General History XV: Britain's North American Colonies from settlement to Indepdendence, 1600–1812
This option is designed to introduce you to the formative period of American History. Lectures and tutorial provision stress the point that Britain’s colonies on the mainland of North America possessed a distinctive history from the moment of first settlement. That history originated in the unintended, and unmanageable, consequences of the attempt to transplant and nurture old world institutions in a ‘new world’ environment. The course is centred on the interplay between expectation and experience. Tutors develop the theme of cultural adaptation and divergence in varying ways. However, the main emphasis of teaching in this option rests on cultural factors. Students learn of the unintended ‘democratization’ of cultural and political institutions wrought by an abundance of land and by the distinctive demographic characteristics of colonial societies. They examine the paradoxes which adhere to the codification and defense of slavery in a ‘land of opportunity’. They learn of relations between settlers and indigenes; relations which promised cooperation but delivered a chauvinistic, and yet curiously insecure, sense of American identity. The institutional and theological history of America’s protestant denominations, and the influence of religion in American life in this period, are themes which receive detailed coverage.
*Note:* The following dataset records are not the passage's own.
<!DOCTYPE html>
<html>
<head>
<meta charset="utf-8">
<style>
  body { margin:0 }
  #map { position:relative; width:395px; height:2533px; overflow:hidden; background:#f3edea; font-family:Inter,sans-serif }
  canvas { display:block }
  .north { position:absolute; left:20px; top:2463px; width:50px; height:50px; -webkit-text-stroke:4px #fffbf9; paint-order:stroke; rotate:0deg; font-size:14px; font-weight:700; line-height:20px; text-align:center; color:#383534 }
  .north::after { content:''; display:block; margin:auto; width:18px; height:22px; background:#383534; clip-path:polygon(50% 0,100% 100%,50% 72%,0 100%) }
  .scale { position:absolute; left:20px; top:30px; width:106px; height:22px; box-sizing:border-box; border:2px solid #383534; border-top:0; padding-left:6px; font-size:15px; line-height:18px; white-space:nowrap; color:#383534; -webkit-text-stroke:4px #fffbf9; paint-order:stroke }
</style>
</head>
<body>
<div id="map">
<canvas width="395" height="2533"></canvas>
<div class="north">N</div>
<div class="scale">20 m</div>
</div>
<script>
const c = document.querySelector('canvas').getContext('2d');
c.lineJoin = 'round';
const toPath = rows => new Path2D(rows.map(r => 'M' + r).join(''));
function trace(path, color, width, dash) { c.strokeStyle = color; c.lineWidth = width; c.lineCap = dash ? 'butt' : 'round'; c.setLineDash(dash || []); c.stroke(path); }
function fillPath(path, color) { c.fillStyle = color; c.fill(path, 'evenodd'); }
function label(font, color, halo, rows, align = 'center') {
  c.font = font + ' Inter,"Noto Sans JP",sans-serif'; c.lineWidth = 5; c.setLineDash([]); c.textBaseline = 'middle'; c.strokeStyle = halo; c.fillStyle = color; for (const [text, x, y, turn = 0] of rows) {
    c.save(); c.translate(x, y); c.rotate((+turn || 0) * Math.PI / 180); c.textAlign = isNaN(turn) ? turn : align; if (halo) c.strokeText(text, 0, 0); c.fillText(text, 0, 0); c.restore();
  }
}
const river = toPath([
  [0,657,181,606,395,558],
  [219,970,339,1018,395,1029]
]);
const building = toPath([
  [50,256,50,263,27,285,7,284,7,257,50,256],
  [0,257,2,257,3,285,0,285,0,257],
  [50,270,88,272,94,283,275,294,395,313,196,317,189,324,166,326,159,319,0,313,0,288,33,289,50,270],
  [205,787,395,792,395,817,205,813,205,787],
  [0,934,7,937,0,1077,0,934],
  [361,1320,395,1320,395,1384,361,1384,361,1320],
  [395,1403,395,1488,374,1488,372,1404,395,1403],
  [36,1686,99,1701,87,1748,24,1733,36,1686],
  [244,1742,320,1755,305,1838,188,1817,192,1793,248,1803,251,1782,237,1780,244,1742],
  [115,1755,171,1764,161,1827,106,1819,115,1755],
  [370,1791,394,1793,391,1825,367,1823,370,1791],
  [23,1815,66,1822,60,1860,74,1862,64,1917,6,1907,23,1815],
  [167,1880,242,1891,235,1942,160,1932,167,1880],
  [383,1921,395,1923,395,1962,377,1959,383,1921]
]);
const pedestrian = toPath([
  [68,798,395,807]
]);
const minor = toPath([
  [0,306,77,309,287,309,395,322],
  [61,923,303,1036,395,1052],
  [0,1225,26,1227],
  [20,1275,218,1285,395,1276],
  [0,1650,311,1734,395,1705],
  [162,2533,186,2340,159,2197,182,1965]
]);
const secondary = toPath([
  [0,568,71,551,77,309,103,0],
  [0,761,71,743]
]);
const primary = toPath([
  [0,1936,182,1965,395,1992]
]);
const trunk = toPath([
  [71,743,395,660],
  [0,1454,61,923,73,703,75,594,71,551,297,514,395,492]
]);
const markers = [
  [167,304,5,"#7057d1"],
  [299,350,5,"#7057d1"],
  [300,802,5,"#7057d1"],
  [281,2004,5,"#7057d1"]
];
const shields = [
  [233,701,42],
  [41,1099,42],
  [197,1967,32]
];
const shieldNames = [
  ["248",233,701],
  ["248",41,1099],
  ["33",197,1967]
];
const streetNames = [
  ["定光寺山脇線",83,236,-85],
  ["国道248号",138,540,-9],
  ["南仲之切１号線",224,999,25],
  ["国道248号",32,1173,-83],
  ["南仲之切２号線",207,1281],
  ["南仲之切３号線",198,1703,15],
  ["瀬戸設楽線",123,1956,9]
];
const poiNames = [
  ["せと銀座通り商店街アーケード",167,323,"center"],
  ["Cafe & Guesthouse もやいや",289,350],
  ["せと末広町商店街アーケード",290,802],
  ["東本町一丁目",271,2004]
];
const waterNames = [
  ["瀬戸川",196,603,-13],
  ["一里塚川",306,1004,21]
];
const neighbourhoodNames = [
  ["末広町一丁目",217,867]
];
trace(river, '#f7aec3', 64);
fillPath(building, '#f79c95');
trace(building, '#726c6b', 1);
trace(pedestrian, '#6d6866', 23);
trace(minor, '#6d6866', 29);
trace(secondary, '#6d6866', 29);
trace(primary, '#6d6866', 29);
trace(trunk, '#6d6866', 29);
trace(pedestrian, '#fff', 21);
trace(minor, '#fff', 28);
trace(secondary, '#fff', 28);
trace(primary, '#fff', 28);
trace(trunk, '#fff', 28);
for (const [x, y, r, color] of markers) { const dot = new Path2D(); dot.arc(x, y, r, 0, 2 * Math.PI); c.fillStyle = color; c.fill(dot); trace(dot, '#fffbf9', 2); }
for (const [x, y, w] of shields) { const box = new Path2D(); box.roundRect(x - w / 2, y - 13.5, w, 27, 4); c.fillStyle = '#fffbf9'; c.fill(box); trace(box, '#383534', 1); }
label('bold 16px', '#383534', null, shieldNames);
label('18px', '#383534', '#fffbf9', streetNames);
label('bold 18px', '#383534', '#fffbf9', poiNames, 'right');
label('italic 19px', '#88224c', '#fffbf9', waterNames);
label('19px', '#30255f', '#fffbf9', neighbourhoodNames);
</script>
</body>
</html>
Moreover, throughout the course and especially in its dedicated lecture series, you are made aware that the organizing theme of this offering – the old world in the new – challenges the assumptions of other, paradigmatic interpretations; chiefly the environmental determinism of Frederick Jackson Turner, the ‘psychological’ determinism of Daniel Boorstin, and the cultural determinism of David Hackett Fischer.
A secondary aim of the course is to introduce you to the origins and influence of regional diversity in the American past. All tutors point out the differences between life on the Chesapeake and life in Puritan New England. All tutors ask students to consider why culturally distinctive colonies could unite in opposition to Britain, and whether and how their unity in that cause informed the history of the early republic. Lectures, and some tutorial assignments, add to this theme an appreciation of the ‘middle colonies’, or the ‘lower south’, or the ‘old northwest’. In this way students are exposed to readings which ask them to assess the origins, the strengths, and the weaknesses of American national identity in this period. Tutors in this option expect examination papers to contain a mixture of questions, some relatively specific as to region or period, others designed to test the student’s understanding of the broad sweep of American history.
The design of the course assumes little or no previous knowledge of American history. In practice many students go on from this course to take other American papers, though the course, through its interest in the “Atlantic World,” complements several nominally British options.